Peter Cranie has been chosen by the Green Party to stand in the North-west, where the BNP's hopes of winning its first seats in a nationwide election are highest. Respect, the left-wing party headed by the Bethnal Green and Bow MP George Galloway, has stood aside in the region and is urging its supporters to vote Green to stop the BNP.
The Greens, who already have two MEPs, are making a major push in the North-west. They are convinced that that the proportional representation (PR) system used in the 4 June elections makes voting Green the best way of denying the BNP victory and the significant boost in funds from the Strasbourg parliament that would follow.
Under the PR formula, all votes received in a region are added up and the first seat is given to the party with the highest number. The votes for that party are then divided by the number of seats it has already won in the region plus one (for example, if a party has won one seat, its remaining votes would be divided by two). The party which then has the highest number of votes gets the next seat. This process continues until all the seats are allocated.
At the last European elections five years ago, Labour and the Tories each won three of the North-west's nine seats, the Liberal Democrats two and the UK Independence Party (Ukip) one.
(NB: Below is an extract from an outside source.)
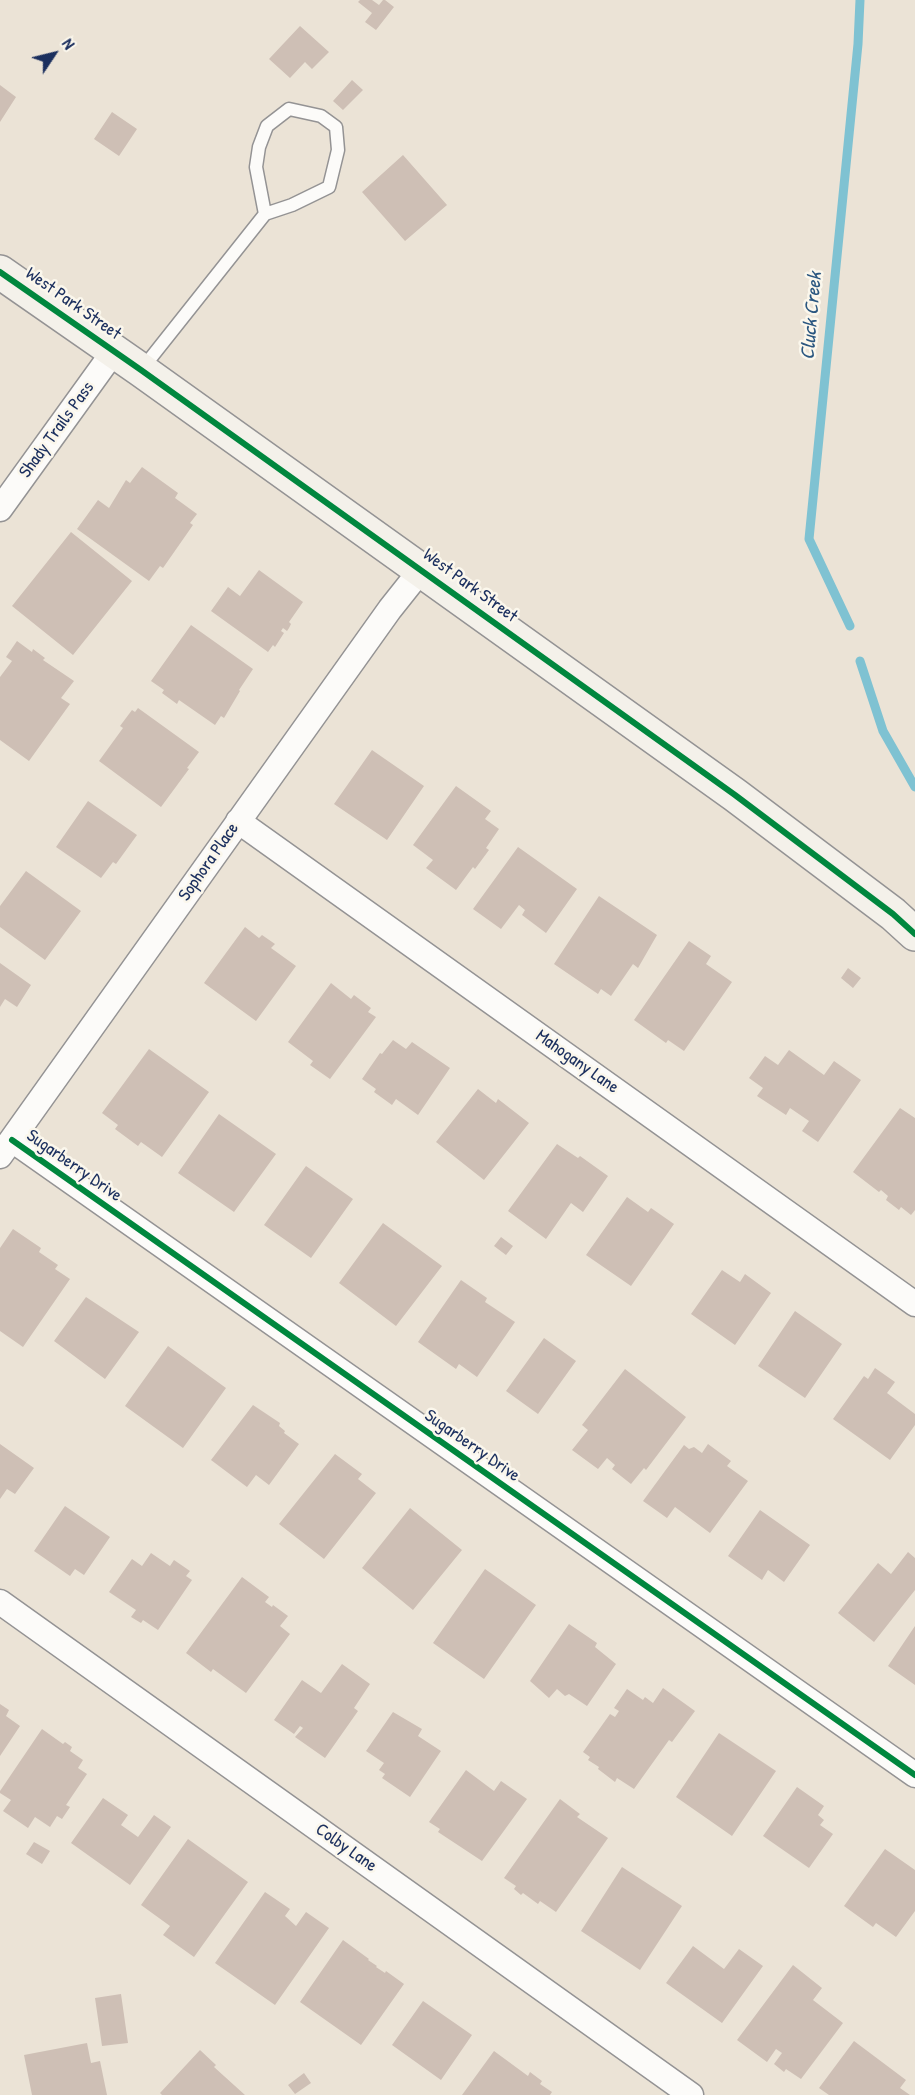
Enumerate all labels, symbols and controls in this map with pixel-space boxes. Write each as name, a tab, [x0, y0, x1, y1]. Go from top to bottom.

Ukip's fortunes have declined since and election experts believe the crucial battle affecting the BNP's chances will be the one for fourth place behind the three main parties. The region will elect eight MEPs this time.
Mr Cranie, a 36-year-old father of one, has been preparing for next month's fight with the BNP for three years. A leading member of the Merseyside Coalition Against Racism and Fascism, he stood down from his job as a lecturer so he could devote more time to the European elections. He now works for the parenting support charity Parentline Plus.
The three main parties insist that the voting system is such a "lottery" that supporting them is the best way to beat the BNP. But the Greens are appealing over the heads of the three parties in the hope of encouraging tactical anti-BNP voting. They are also working hard to mobilise the ethnic minority vote.
Mr Cranie told The Independent yesterday that he could not "guarantee" that a vote for the Greens would prevent the BNP from winning a seat, but insisted that it offered the best hope of achieving that. In the 2004 European elections, the BNP won 6.38 per cent of the votes in the North-west and the Greens 5.55 per cent, so the Greens claim they are the most likely party to overtake the extreme-right group.
Mr Cranie, the Green Party's national spokesman on children, schools and families, has jobs as his main campaign theme. "A Green vote is a vote for jobs," he said. Accusing the BNP of "dog whistle politics", Mr Cranie added: "In an environment of economic fear and insecurity, the seeds are being sown – racism and intolerance – by a party that in its constitution bars any person because of the colour of their skin and the home of their ancestors."